RangeListSweep Probably the most useful type: lets you assign a range of values, defined with a start, end, and increment, to a single parameter. The values are represented using the arbitrary-precision BigDecimal class, so there’s no possibility for rounding error when adding values together.

LinearCombinationSweep Combines two other sweeps “linearly”—that is, in parallel, so the first parameter map in sweep 1’s list gets combined with the first parameter map in sweep 2’s list, and so on. For example, combining beta=0.1,0.2,0.3 with gamma=0.4,0.5,0.6 would result in a length-3 LinearCombinationSweep with (beta,gamma)=(0.1,0.4), (0.2,0.5), (0.3,0.6).

MultiplicativeCombinationSweep This is what most people want when varying multiple parameters: generate every combination of each parameter/value pair. So, to reuse the last example, combining beta=0.1,0.2,0.3 with gamma=0.4,0.5,0.6 results in a length-9 MultiplicativeCombinationSweep with (beta,gamma) = (0.1,0.4), (0.1,0.5), (0.1,0.6), (0.2,0.4), (0.2,0.5), (0.2,0.6), (0.3,0.4), (0.3,0.5), (0.3,0.6).

UniformDoubleSweep The first in a series of stochastic sweeps (more to be written), this sweep generates a number (provided) of values uniformly distributed within a range, so a parameter space can be explored stochastically. If you’re exploring your parameter space from 0 to 1 in increments of 0.1, and it just so happens that interesting spikes happen at 0.15, 0.25, and 0.35, you’re not going to notice them unless you explore the space stochastically.

CLI usage scenarios

Wednesday, July 12th, 2006

The most important piece of unfinished business in the GridSweeper design is what exactly the command-line interface will look like. It’s funny—I grew up on an old-school Mac, scoffing at my primitive DOS-using fourth-grade schoolmates. What an awful way to interact with a computer: remember arcane commands and type them in! But as soon as you start doing software development, or system administration, or anything that needs to be automated, the command line is often more efficient.
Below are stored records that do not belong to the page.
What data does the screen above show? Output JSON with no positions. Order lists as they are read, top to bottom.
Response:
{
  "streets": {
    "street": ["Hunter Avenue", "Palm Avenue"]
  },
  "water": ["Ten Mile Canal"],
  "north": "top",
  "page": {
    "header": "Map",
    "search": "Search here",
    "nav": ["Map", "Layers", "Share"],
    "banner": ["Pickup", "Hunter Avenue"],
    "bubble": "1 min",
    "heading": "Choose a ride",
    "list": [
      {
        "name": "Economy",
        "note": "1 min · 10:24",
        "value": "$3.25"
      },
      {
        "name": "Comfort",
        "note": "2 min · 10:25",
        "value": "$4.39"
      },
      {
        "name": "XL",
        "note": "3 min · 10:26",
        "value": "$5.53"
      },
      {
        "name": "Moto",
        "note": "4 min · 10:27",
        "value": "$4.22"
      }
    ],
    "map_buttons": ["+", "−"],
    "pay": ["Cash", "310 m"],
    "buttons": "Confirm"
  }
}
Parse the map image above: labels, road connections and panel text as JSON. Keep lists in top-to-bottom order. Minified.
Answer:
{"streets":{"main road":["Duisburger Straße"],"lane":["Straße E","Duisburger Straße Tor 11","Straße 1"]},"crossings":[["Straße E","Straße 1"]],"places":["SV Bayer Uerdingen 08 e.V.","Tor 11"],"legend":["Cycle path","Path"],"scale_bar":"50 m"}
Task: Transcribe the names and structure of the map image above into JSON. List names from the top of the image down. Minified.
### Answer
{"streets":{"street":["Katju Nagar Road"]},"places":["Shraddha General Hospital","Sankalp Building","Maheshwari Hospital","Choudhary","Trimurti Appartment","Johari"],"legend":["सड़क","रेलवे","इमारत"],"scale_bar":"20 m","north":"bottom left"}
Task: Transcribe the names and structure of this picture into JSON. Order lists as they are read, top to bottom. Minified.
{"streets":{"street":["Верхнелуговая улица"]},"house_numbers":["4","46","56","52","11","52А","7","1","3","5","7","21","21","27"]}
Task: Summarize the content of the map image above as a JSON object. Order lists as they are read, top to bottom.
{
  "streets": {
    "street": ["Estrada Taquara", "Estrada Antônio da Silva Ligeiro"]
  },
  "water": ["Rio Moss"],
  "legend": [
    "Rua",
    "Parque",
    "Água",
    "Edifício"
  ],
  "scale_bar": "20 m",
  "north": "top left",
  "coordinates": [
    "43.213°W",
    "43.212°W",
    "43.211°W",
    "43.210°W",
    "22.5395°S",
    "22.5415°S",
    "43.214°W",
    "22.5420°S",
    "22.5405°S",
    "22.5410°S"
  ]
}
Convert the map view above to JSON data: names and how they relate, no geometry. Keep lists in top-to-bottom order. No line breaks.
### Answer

I have the same goal for the GridSweeper command-line tools as for the graphical interface: make it easy to run parameter sweeps of models. More accurately, make the most common types of parameter sweeps very easy to do; and make other types of sweeps possible, and as easy as possible.

Scenario 1: Multiple Parameters, Ranges, All Combinations

The most common usage scenario is to vary one or more parameters, and run the model one or more times for each combination of parameters. So if there are 3 parameters being varied, each with 4 different values, and the model is being run 10 times with different random seeds, there will be total of 4 x 4 x 4 x 10 = 640 runs.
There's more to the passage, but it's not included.